Cependant, elle émet des doutes sur le modèle économique actuel de ces grands groupes, qui semble incompatible avec une réduction continue de la production. “Peut-être que la concentration, grâce aux rachats d’autres maisons d’édition, leur permet de compenser, à travers un jeu de chaises musicales.”
En plus de la surproduction, la trêve des nouveautés s’attaque également aux livres dits de “reproduction”, un mécanisme récurrent dans l’édition industrielle. Il s’agit de publications qui tentent de capitaliser sur un succès en multipliant les parutions similaires, que ce soit au sein du même groupe ou chez des concurrents.

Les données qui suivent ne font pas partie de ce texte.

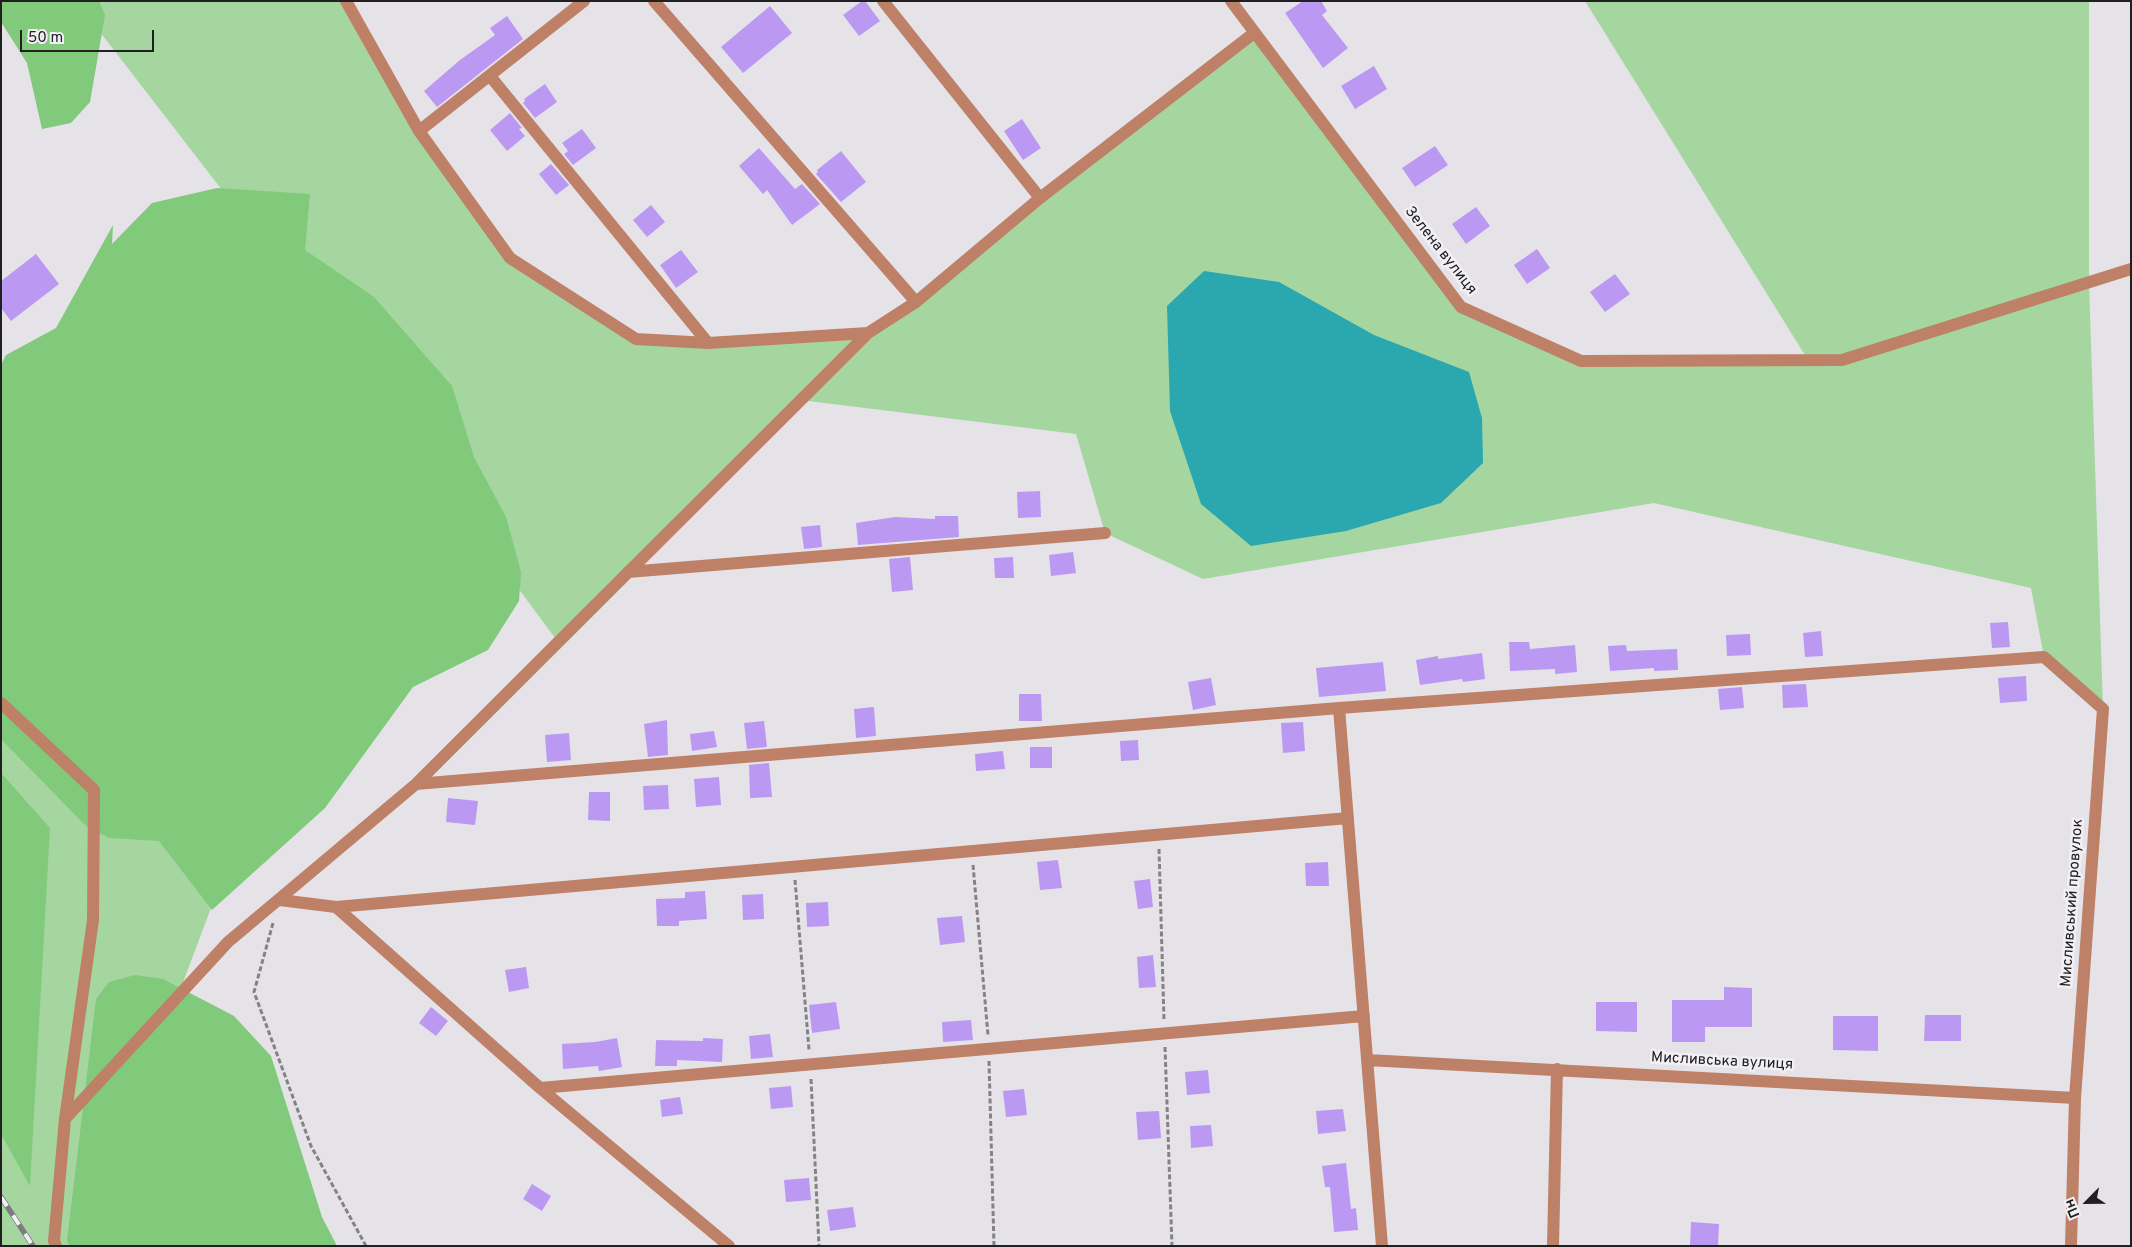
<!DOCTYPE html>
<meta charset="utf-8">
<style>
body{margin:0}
#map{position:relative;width:2132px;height:1247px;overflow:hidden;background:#e5e3e8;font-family:Overpass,sans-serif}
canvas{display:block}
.frame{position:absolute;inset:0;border:2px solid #202021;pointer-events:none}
.north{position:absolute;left:2062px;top:1177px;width:50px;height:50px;-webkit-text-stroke:4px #f2f0f5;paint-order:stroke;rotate:247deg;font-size:14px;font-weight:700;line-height:20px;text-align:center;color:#202021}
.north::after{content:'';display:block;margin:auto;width:18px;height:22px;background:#202021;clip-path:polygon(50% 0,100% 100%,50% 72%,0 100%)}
.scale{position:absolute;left:20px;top:30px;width:134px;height:22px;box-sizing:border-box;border:2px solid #202021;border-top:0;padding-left:6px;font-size:15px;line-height:18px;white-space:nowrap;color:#202021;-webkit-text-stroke:4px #f2f0f5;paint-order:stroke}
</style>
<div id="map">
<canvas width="2132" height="1247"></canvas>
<div class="frame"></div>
<div class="north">Пн</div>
<div class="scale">50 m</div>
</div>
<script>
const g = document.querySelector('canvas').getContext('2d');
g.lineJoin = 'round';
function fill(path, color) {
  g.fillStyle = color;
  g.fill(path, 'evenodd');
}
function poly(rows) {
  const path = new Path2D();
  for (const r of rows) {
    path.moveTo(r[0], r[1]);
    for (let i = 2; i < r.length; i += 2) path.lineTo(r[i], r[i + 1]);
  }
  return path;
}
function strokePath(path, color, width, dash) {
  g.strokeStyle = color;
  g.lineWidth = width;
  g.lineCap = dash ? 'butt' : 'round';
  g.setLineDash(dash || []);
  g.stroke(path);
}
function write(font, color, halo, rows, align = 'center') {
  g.font = font + ' Overpass,sans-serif';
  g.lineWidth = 5;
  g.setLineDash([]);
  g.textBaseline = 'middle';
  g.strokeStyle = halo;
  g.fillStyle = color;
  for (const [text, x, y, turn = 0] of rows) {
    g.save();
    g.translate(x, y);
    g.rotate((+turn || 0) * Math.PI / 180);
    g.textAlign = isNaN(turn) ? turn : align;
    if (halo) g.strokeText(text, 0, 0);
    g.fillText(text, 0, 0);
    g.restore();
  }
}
fill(poly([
 [76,1,346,1,419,131,510,258,636,339,868,333,1254,33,1461,307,1581,361,1808,360,1585,1,2089,1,2089,283,2103,709,2044,657,2031,588,1654,503,1203,579,1105,533,1076,434,800,400,558,642,239,212],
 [1,606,223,876,84,1246,1,1246]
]), '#a5d6a0');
fill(poly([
 [1,1,99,1,105,15,90,102,71,123,42,129,27,63,1,22],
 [217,188,310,194,305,250,374,297,452,386,474,457,506,517,521,572,519,601,488,650,413,687,325,808,212,910,159,841,109,838,86,826,1,739,1,365,6,355,56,328,113,225,112,244,152,203],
 [1,773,50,828,30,1186,1,1134],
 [135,975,163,979,234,1016,271,1056,322,1217,337,1246,70,1246,67,1241,96,999,109,982]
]), '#81c97b');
fill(poly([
 [1204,271,1279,282,1374,335,1469,372,1482,418,1483,463,1441,503,1346,531,1251,546,1201,504,1170,411,1167,306]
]), '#2ba7b0');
fill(poly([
 [862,1,865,1,880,21,859,36,843,15],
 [1303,1,1321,1,1327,11,1322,15,1348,48,1323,68,1285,13],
 [770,6,792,33,743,73,721,47],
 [507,16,523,39,437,107,424,91,460,60,495,35,490,28],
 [1374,66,1387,89,1355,109,1341,86],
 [545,84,557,102,535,118,523,103,525,101,524,99],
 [510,113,522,128,519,129,525,136,507,151,490,130],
 [1022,119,1041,148,1023,160,1004,131],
 [582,129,596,148,573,165,564,154,568,151,562,143],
 [1435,146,1448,165,1415,187,1402,168],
 [759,148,795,189,802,184,820,204,792,225,767,190,763,194,739,166],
 [841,151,866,182,841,202,816,174,818,172,817,170],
 [551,164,569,185,556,195,539,174],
 [651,205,665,222,647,237,633,220],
 [1476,207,1490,226,1466,244,1452,224],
 [1537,249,1550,268,1527,284,1514,265],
 [681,250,698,272,676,288,660,265],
 [36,254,59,284,11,321,1,308,1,281],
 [1615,274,1630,294,1605,312,1590,292],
 [1040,491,1041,517,1018,518,1017,492],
 [935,516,958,516,959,537,858,545,856,523,895,517,935,519],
 [820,525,822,547,804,549,801,527],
 [1073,552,1076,573,1051,576,1049,555],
 [910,557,913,590,892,592,889,559],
 [1013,557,1014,578,995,578,994,558],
 [2008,622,2010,647,1992,648,1990,623],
 [1821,631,1823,656,1805,657,1803,633],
 [1750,634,1751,655,1727,656,1726,635],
 [1509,642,1529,642,1530,649,1575,645,1577,672,1555,674,1555,669,1510,671],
 [1626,645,1627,651,1677,649,1678,670,1654,671,1654,668,1610,671,1608,646],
 [1482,653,1485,679,1463,682,1462,679,1420,685,1416,660,1438,656,1438,659],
 [1383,662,1386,691,1319,697,1316,668],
 [2026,676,2027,701,2000,703,1998,678],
 [1211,678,1216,705,1193,710,1188,682],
 [1806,684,1808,707,1783,708,1782,685],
 [1742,687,1744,708,1720,710,1718,689],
 [1019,694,1041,694,1042,721,1019,721],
 [874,707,876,736,856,738,854,709],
 [667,720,668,755,648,757,644,724],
 [764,721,767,747,747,749,744,723],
 [1303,722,1305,751,1283,753,1281,723],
 [714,731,717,747,692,751,690,734],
 [569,733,571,760,547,762,545,735],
 [1138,740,1139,760,1121,761,1120,741],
 [1030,747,1052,747,1052,768,1030,768],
 [1003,751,1005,769,976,771,975,754],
 [769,763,772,797,750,798,749,765],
 [719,777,721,805,696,807,694,779],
 [668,785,669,809,644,810,643,786],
 [589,792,610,792,610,821,588,820],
 [448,798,478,801,475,825,446,822],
 [1058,860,1062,888,1040,890,1037,862],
 [1328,862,1329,886,1306,886,1305,863],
 [1150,879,1153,907,1138,909,1134,881],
 [705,891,707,919,679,921,679,926,657,926,656,899,685,898,685,892],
 [763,894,764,919,743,920,742,895],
 [828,902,829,926,807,927,806,903],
 [962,916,965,942,940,945,937,918],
 [1153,955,1156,987,1139,988,1137,957],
 [526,967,529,988,509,992,505,970],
 [1724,987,1752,988,1752,1027,1705,1027,1705,1042,1672,1042,1672,1000,1724,1000],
 [836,1002,840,1029,812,1033,809,1005],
 [1596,1002,1637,1002,1637,1032,1596,1031],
 [431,1007,448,1021,436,1036,419,1023],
 [1925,1015,1961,1015,1961,1041,1924,1041],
 [1833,1016,1878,1016,1878,1051,1833,1050],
 [971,1020,973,1040,943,1042,942,1022],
 [770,1034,773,1057,751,1059,749,1036],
 [617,1038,622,1067,599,1071,598,1066,563,1069,562,1044,595,1042],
 [703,1038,723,1039,722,1062,677,1060,677,1066,655,1066,656,1040,703,1041],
 [1208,1070,1210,1093,1187,1095,1185,1072],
 [791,1086,793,1107,771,1109,769,1088],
 [1024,1089,1027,1115,1006,1117,1003,1091],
 [680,1097,683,1114,662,1117,660,1100],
 [1343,1109,1346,1131,1318,1134,1316,1111],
 [1159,1111,1161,1138,1138,1140,1136,1112],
 [1211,1125,1213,1146,1191,1148,1190,1126],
 [1346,1163,1351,1209,1356,1208,1358,1230,1334,1232,1330,1187,1325,1187,1322,1166],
 [809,1178,811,1200,786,1202,784,1180],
 [532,1184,551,1196,542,1211,523,1199],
 [853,1207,856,1227,830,1231,827,1210],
 [1691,1222,1719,1224,1718,1246,1690,1246]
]), '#bb99f3');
strokePath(poly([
 [1159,849,1164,1020],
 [973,865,988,1035],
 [795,880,809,1050],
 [273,923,254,992,311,1146,366,1246],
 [1165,1047,1172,1246],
 [989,1061,994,1246],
 [811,1079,819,1246]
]), '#838285', 3, [5, 2.5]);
strokePath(poly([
 [346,1,419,131,510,258,636,339,708,343,868,333],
 [654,1,916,302],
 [883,1,1040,198],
 [1231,1,1461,307,1581,361,1842,360,2131,269],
 [490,76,708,343],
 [419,131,584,1],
 [628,572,1105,533],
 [1,703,94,790,93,920,65,1119],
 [1339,708,1382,1246],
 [416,784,1339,708,2044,657,2103,709,2075,1098,2071,1246],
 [280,900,336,907,540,1088,729,1246],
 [336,907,1348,818],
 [1367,1060,2075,1098],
 [540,1088,1364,1016],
 [56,1246,54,1241,65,1119,228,942,416,784,868,333,916,302,1040,198,1254,33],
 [1553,1246,1557,1069]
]), '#be8066', 12);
const rail = poly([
 [1,1197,33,1246]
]);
strokePath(rail, '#7c7b7e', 5.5);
strokePath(rail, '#f2f0f5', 4, [11]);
write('15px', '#202021', '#f2f0f5', [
 ["Зелена вулиця",1440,251,52],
 ["Мисливський провулок",2073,903,-86],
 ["Мисливська вулиця",1722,1062,3]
]);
</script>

“Je pense par exemple aux livres sur des femmes dans la forêt”, illustre Anaïs Massola. Après la publication de Dans la forêt de Jean Hegland (trad. Josette Chicheportiche, Gallmeister), de nombreux récits similaires ont vu le jour. “Cela ne signifie pas que ces livres sont mauvais ou sans intérêt, mais il est important de remettre en question ce comportement, à la fois conscient — visant à capter des parts de marché — et inconscient, lié à un intérêt grandissant pour ce type d’ouvrages.”
L’association pour l’écologie du livre : vers une réflexion collective sur l’accélération de la production et la qualité du travail des libraires
L’appel de l’Association pour l’écologie du livre (disponible ci-dessous ou à cette adresse) met en lumière un enjeu essentiel : les libraires participants doivent veiller à maintenir le dialogue avec les représentants des éditeurs, qui leur présentent les nouveautés et tentent de les convaincre de passer commande.

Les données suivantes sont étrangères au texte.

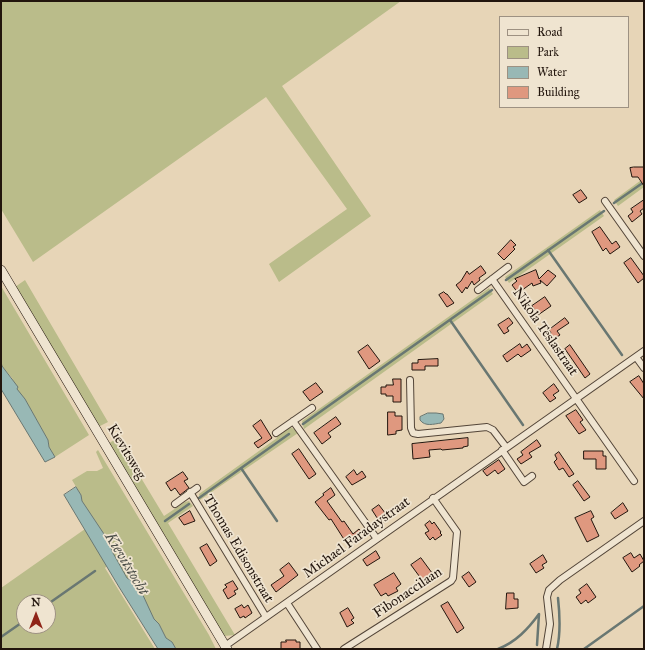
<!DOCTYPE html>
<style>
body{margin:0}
#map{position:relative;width:645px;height:650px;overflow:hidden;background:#e7d5b7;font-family:"IM FELL Great Primer",serif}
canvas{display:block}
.frame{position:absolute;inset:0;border:2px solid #22150d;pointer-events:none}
.legend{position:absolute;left:499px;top:16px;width:130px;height:92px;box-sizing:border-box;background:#efe4d0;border:1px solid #9d9182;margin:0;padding:5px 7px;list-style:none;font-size:12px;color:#22150d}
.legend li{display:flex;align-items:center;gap:8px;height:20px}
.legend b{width:20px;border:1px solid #9d9182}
.north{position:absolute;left:16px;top:594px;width:40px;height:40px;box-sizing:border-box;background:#efe4d0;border:1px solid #9d9182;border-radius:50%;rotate:0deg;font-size:11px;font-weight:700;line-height:16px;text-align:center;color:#22150d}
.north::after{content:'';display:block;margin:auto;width:14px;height:18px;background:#8f2418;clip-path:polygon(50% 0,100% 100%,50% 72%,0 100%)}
</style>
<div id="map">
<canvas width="645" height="650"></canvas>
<div class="frame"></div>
<ul class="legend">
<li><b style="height:5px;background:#efe4d0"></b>Road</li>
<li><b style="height:11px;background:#babc8a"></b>Park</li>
<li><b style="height:11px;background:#98b8b5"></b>Water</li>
<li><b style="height:11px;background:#df987f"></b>Building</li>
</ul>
<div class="north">N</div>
</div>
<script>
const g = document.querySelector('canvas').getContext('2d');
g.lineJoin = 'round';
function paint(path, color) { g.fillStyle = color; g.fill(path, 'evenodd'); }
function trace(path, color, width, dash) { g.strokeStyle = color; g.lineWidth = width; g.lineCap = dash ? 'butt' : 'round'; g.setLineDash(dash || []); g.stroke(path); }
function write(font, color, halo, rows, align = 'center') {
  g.font = font + ' "IM FELL Great Primer",serif'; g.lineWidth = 3.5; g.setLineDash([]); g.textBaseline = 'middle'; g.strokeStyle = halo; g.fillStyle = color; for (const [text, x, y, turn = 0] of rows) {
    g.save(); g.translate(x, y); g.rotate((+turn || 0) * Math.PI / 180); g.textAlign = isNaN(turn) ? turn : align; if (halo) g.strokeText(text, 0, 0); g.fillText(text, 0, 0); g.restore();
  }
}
paint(new Path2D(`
 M1,1H401L282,86L371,216L279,282L269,264L347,209L266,97L33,262L1,209Z
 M644,178V187L618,206L614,200Z
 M600,210L604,216L509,283L505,277Z
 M25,280L108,422L98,427L15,287Z
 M1,286L89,435L55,457L49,447L48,440L25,399L18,392L12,378L2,366L1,362Z
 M489,288L493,294L304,429L302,421Z
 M290,427L294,429L298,433L200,500L199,494L277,438L276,436Z
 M117,438L164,516L185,502L189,501L193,506L168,523L235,635L224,636L108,444Z
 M98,450L209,635L216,649H176L172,642L166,638L159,624L154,619L148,610L145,600L134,582L127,578L113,553L106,537L82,501L81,495L72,480L87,471H97L103,468L96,452Z
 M85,529L107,566L105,568L155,649H1V588ZM24,602H48V626H24Z`), '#babc8a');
const water = new Path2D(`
 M1,362L2,366L18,387L17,389L25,399L48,440L49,447L55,457L45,462L1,389Z
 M428,413H436L443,414L444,419L441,423C434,424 425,427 420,420V417Z
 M76,487L81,495L82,501L106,537L113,553L127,578L134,582L141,591L154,619L159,624L166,638L172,642L176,649H158L119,587L64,495Z`);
paint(water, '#98b8b5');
trace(water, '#697772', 1);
trace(new Path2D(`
 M614,203L644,182
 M548,250L622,355
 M506,280L604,211
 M450,320L523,425
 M303,424L492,290
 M241,468L277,521
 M199,498L289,434
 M165,521L189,504
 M48,604L95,571
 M1,637L24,621
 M498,649C516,642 528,629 539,614L537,645
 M557,649C561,632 560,616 558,598
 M584,649L644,606`), '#697772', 2.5);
const building = new Path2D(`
 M634,167H644V186L638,177H632L630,168Z
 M581,190L587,198L579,203L573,195Z
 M644,200V208L640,211L642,214L632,222L628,216L633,212L631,209Z
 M600,227L612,244L616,241L620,247L610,254L606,248L603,251L592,232Z
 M511,240L516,245L513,247L515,249L504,260L498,254Z
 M631,258L644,276V278L638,283L624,263Z
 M481,266L486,273L479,278L480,280L474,285L472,281L467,289L466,287L462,293L456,285L461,281L467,271L469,274Z
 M536,270L539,279L548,270L556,276L547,286L540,280L541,283L533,286L532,283L518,293L512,285L517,281L515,279Z
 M444,292L446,294H447L454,303L447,307L439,295Z
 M545,297L551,306L538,315L532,306Z
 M509,318L513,323L507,328L509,331L504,334L498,325Z
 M565,318L569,323L557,331L560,335L549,342L545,336L551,333L549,330Z
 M520,344L522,348L527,344L531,350L521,357L518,354L507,362L503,356Z
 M368,345L380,361L369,369L358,352Z
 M570,345L590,374L585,378L565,349Z
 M438,359V366H425V370H412V363H418V360Z
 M639,376L644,384V399L630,382Z
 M393,379H401V402H393V396H386V394H381V387H386V385H393Z
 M316,383L323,392L310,401L303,392Z
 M554,384L559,391L553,395L556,398L550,402L543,393Z
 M576,410L583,420L580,422L586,430L579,434L566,416Z
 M388,412H395V416H402V430L396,431V434L388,435Z
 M336,417L341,424L328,433L331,437L322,444L314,433Z
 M261,420L272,438L258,448L254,443L262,438L253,426Z
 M468,438V446L463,447V448L442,450L441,449L429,450L430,457L413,459L412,444Z
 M537,440L541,446L529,453L532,457L521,464L517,459L523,455L521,452Z
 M299,449L316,474L309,479L292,454Z
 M584,451H603V456H606V469H596V459H584Z
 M559,452L574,474L569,477L563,468L559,470L554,462L557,459L555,455Z
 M499,460L505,469L498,474L495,470L487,476L483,471Z
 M354,470L357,475L362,471L366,477L352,485L346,477Z
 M183,472L188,479L184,481L189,488L180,495L175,488L171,491L166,483Z
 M578,481L590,497L584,501L573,485Z
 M331,488L335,495L327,501L342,522L344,521L353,534L359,529L364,536L358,541L356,538L347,544L331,519L329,520L315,502L324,495L323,494Z
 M623,503L628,511L615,519L611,513Z
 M379,505L389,518L381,524L372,510Z
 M190,511L195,521L184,525L179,518Z
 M591,511L594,517L591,519L599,536L587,542L575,518Z
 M430,521L432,524L434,522L441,532L440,533L442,535L435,540L433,537L430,540L425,533L429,531L425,525Z
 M207,544L217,561L210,566L200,548Z
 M376,551L380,558L367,566L363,560Z
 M631,553L634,558L640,554L644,561L639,565L640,566L632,572L623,558Z
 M543,555L547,562L542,565L544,568L536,573L530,564Z
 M421,558L435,577L425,584L411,565Z
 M289,563L298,575L276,592L271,585L284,576L280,570Z
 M469,572L476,582L469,587L462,577Z
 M394,573L401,584L396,588L398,591L388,596L386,593L381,596L374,585Z
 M233,581L238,589L234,591L236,594L228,599L223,590L227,587L225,585Z
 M587,584L596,597L588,603L586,600L581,604L576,597L581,593L579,590Z
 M507,593H514V599H518V608L506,609Z
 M448,602L464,628L457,633L441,606Z
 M242,605L244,608L248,605L252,613L245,618L244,616L240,618L235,609Z
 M348,608L354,618L351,620L354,623L347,627L340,613Z
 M286,640H296V642H300V649H281V642H286Z`);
paint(building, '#df987f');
trace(building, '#22150d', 1);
const street = new Path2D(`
 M605,201L644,256
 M492,279L634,481
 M478,290L508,267
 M636,357L644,368
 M410,380L411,428L413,433L418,434L487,427L493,430L506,447
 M293,421L377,539
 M276,433L312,408
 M502,450L524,482L532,476
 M190,492L266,617
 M175,504L197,488
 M287,603L317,649
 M225,646L644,351
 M344,649L451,581L453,578L457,532L433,498
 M546,649L550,624L547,597L549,590L560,580L644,521`);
const secondary = new Path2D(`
 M1,270L227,649`);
trace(street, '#534538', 8);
trace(secondary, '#22150d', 10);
trace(street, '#efe4d0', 6);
trace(secondary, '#efe4d0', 9);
write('14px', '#22150d', '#efe4d0', [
 ["Nikola Teslastraat",545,332,55],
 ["Kievitsweg",126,452,59],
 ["Michael Faradaystraat",357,538,-36],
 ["Thomas Edisonstraat",238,549,59],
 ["Fibonaccilaan",408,593,-34]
]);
write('italic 15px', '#4b4e48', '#efe4d0', [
 ["Kievitstocht",126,564,59]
]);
</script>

“Nous le répétons depuis le début : l’accélération de la production affecte tout le monde, impactant la qualité du travail des représentants, leur temps de lecture et leur capacité à défendre les titres. Les éditeurs en souffrent également, car cela risque de dénaturer nos métiers. Nous sommes tous concernés”, souligne Anaïs Massola.
Au printemps, l’Association pour l’écologie du livre mettra en place deux groupes de travail regroupant des éditeurs et des libraires indépendants, dans le but d’identifier les besoins de ces professions. Ces besoins seront ensuite transmis aux distributeurs. “C’est une façon de poser les choses sur la table, de proposer des pistes pour sortir de ce système. Je pense que cela pourrait intéresser les grands groupes, et ce travail pourrait également être repris par le Syndicat de la librairie française pour alimenter les discussions avec le Syndicat national de l’édition.”
Le bilan de cette nouvelle recherche-action sera présenté en juin 2025.